Keith Brown DTN Contributing Cotton Analyst
The cotton market spent most of Thursday's session in positive territory, but could never really inspire the big buyers to enter the fray. Thursday morning's long-awaited export-sales were deemed "confusing" in their presentation, and less than stellar in their amounts. It was what we think was a partial issuance. With that, roughly 275,000 bales were sold thus far in September, but the August data was absent.
Energies fell sharply Thursday, as expectations of weaker demand and a strong U.S. dollar ahead of a potentially large interest rate increase next week outweighed supply concerns. The International Energy Agency said this week oil demand growth could "grind to a halt" in the fourth quarter. To date there has been a build of crude oil stocks.
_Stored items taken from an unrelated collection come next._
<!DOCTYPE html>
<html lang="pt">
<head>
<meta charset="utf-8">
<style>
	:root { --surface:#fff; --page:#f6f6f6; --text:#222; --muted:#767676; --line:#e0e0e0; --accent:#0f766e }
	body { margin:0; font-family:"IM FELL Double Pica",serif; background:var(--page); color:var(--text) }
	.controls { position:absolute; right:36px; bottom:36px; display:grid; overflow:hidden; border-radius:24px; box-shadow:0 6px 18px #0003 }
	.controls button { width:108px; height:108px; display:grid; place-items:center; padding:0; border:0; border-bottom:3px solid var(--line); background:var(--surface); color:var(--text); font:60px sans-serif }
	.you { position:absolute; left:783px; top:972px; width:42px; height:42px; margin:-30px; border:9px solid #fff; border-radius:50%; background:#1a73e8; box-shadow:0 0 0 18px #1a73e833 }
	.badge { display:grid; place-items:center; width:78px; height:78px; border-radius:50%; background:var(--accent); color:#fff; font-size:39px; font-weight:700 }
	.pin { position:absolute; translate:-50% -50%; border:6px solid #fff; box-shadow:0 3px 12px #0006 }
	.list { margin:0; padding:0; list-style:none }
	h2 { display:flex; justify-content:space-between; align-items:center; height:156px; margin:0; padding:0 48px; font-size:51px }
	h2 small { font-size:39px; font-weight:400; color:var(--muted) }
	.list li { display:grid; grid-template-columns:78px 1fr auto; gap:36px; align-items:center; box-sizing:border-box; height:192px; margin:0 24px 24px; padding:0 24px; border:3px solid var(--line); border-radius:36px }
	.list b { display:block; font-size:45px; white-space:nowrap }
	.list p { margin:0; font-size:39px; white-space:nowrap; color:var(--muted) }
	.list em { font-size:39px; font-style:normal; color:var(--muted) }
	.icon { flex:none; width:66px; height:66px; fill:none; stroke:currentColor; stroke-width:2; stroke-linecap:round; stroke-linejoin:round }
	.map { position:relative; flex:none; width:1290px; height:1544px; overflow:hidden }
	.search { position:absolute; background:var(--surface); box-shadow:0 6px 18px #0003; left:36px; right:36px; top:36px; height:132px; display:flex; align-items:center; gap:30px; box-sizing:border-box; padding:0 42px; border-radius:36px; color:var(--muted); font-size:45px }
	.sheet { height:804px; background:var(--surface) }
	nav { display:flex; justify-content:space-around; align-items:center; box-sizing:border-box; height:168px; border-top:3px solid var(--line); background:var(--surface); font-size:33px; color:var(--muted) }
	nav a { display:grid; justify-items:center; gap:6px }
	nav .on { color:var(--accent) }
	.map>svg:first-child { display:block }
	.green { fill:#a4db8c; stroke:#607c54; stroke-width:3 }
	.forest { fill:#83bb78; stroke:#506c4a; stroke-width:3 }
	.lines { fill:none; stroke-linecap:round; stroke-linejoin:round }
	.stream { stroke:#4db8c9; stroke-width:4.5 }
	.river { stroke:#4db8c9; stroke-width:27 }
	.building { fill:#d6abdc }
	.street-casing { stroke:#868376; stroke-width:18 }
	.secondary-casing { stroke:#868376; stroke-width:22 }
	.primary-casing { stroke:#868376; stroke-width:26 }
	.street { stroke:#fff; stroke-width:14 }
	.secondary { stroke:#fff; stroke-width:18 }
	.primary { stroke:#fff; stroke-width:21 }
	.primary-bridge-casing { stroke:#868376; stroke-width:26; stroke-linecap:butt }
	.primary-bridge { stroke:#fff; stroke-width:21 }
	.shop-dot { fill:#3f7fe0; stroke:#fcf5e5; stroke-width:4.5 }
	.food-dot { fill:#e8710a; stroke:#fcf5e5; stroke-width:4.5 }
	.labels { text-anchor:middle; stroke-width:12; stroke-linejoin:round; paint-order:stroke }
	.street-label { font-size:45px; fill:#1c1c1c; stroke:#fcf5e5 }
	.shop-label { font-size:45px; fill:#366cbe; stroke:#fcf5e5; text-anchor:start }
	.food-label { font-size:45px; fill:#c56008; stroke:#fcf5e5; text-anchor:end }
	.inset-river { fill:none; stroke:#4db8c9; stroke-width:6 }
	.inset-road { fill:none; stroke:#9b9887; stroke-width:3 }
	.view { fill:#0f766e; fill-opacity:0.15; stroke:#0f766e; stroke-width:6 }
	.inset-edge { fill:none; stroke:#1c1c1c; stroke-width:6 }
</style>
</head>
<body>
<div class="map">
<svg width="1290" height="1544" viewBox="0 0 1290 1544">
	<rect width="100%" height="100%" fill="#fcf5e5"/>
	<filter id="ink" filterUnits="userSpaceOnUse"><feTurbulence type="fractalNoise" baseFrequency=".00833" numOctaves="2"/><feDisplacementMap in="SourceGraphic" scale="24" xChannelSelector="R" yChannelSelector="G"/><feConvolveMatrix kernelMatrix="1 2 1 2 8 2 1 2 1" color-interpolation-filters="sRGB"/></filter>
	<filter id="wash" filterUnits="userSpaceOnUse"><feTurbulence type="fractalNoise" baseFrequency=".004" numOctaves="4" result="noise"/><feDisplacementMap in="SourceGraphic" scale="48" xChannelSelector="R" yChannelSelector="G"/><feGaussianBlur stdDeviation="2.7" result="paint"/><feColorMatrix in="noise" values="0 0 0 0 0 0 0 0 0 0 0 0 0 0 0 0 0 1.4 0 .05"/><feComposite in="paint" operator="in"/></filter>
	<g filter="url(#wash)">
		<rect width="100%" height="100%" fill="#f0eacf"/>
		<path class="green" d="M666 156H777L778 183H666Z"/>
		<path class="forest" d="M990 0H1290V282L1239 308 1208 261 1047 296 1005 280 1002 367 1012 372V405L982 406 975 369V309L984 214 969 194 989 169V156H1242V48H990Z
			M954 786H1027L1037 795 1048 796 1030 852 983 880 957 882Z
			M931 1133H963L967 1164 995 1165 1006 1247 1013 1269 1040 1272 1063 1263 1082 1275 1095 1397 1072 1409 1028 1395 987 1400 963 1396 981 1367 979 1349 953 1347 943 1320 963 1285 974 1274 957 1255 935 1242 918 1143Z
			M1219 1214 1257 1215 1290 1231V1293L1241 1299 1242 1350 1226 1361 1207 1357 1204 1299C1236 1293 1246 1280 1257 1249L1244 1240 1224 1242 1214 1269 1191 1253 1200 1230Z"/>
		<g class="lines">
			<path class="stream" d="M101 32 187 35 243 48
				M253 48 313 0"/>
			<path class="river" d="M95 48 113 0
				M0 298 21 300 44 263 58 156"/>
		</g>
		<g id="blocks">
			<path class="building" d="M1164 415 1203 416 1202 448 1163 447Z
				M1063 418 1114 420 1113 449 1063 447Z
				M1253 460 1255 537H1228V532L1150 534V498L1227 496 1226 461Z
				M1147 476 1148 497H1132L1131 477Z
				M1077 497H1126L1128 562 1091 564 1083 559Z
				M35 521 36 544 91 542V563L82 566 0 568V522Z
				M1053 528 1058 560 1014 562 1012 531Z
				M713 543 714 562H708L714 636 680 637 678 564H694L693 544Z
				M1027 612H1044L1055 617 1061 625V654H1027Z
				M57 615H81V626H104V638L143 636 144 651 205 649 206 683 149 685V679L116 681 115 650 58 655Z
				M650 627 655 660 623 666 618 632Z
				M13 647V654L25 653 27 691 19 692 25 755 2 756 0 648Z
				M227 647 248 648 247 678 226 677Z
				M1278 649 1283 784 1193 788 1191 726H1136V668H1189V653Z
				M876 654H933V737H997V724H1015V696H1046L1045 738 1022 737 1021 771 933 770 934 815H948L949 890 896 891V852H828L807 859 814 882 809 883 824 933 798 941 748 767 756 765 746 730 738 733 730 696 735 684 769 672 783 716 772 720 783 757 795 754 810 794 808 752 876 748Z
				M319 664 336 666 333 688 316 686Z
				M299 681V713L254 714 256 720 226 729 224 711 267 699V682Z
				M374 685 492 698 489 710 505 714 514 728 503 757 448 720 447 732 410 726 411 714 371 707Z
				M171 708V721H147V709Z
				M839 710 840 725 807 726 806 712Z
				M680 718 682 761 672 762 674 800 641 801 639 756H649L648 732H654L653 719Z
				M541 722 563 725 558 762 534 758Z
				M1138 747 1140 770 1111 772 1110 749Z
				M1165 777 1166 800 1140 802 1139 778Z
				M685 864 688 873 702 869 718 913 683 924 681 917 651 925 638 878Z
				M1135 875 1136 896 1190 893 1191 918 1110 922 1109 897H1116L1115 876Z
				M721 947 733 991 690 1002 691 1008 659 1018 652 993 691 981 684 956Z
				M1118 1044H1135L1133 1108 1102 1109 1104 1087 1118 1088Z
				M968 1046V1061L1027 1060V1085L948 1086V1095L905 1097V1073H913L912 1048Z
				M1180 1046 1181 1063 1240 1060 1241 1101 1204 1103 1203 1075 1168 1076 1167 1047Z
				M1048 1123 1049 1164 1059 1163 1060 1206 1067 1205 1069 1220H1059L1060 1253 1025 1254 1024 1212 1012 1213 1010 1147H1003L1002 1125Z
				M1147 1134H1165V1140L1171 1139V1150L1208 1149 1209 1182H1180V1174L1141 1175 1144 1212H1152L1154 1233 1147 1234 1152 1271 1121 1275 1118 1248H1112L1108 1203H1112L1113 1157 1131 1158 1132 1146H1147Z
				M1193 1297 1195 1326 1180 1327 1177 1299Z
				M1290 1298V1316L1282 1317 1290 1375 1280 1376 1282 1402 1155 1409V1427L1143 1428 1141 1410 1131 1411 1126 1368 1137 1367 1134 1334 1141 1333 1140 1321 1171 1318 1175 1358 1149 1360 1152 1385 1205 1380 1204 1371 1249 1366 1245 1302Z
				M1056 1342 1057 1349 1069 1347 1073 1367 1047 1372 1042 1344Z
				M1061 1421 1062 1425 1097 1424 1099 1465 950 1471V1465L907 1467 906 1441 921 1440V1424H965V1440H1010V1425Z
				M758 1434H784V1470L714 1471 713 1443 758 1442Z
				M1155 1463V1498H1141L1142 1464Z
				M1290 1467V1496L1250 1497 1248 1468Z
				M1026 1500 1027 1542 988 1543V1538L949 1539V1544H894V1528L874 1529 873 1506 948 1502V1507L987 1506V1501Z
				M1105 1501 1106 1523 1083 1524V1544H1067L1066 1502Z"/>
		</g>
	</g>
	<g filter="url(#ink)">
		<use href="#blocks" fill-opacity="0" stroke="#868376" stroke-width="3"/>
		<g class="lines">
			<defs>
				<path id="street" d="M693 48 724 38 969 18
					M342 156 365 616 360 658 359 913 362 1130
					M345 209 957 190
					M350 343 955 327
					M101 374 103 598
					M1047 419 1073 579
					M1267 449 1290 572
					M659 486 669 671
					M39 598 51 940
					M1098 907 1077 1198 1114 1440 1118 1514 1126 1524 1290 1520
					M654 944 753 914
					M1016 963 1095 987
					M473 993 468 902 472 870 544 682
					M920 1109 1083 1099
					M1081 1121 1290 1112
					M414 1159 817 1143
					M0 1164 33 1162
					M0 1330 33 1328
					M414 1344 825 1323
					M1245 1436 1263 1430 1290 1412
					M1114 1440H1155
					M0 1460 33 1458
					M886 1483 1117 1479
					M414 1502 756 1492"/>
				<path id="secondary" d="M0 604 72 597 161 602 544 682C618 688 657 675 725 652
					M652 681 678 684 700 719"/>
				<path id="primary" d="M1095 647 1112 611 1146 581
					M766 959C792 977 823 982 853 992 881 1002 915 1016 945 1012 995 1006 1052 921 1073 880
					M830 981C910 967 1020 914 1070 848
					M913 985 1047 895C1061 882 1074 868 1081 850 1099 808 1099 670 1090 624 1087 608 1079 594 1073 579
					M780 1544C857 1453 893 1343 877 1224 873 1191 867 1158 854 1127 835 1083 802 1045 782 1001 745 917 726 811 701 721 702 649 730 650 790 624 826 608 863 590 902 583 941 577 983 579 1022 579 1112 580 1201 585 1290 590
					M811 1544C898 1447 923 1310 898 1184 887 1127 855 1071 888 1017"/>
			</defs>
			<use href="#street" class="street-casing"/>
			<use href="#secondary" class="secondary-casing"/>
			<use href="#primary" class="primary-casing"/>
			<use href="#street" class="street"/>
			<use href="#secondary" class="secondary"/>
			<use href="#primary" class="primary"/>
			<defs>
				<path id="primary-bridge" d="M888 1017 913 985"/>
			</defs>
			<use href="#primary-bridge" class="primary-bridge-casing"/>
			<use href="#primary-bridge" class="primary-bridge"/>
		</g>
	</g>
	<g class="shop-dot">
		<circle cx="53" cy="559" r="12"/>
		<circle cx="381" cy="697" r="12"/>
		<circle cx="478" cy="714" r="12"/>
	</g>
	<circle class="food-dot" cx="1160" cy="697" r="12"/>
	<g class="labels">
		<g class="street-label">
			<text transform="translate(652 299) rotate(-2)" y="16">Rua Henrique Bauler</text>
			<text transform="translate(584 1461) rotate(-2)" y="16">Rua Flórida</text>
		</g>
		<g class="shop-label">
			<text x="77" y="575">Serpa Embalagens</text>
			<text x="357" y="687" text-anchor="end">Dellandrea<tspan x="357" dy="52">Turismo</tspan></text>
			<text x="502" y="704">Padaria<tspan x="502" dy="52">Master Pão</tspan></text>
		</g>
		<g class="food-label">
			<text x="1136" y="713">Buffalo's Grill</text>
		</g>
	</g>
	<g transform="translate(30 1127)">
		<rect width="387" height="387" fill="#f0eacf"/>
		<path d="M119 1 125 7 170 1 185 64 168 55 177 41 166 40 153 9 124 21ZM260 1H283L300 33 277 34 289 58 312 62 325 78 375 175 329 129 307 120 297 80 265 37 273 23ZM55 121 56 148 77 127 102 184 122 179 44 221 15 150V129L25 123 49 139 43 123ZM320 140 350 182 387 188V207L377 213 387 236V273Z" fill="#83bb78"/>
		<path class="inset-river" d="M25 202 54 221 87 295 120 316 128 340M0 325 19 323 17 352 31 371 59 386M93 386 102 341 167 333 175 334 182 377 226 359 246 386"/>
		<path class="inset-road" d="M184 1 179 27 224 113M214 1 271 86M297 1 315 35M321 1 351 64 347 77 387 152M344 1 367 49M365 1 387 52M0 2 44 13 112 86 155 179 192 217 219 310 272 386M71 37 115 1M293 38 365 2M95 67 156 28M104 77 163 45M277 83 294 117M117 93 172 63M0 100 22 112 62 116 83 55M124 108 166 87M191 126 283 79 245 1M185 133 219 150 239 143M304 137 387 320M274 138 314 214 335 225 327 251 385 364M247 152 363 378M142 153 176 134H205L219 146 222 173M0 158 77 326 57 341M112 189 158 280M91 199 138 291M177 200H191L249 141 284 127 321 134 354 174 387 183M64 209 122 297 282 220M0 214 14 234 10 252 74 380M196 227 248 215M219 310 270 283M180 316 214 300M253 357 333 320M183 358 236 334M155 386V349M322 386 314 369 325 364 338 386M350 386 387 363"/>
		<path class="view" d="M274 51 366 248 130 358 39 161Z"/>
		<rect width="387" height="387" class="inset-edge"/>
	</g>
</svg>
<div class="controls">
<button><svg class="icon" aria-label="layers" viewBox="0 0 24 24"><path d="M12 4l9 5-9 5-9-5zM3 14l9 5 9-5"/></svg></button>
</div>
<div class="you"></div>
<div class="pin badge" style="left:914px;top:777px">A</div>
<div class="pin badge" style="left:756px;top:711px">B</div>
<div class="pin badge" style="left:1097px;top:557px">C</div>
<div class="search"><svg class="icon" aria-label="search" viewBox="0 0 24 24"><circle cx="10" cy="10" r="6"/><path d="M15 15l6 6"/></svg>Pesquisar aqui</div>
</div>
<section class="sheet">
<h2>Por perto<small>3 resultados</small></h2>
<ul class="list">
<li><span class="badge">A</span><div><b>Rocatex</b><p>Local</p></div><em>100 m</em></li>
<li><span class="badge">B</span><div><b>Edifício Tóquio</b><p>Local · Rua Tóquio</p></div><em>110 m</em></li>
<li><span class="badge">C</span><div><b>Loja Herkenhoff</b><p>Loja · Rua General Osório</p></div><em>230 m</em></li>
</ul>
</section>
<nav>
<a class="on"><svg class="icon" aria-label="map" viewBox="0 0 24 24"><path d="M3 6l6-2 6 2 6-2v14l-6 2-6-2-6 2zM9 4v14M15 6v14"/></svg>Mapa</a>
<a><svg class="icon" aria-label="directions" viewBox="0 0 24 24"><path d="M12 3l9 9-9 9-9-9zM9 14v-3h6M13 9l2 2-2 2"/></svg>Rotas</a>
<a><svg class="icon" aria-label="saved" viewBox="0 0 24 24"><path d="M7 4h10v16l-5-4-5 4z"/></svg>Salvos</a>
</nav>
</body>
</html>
Friday, the CFTC will update the position held by the managed-money funds, via its Commitment of Traders report. Last week those traders were net sellers as the market crumbled, reducing their net long position to roughly 50,100 contracts. For context, their bullish peak this year was closer to 90,000 contracts.
As the market heads into Friday, December cotton is down 1.55 cents on the week, down 9.92 cents for the month, but up 10.64 cents on the year.
For Thursday, December closed at 103.29 cents, up 0.58 cents, March 2023 finished at 100.15 cents, up 0.57 cent and July 2023 settled at 94.84 cents, 0.28 cent higher; estimated volume was 16,925 contracts.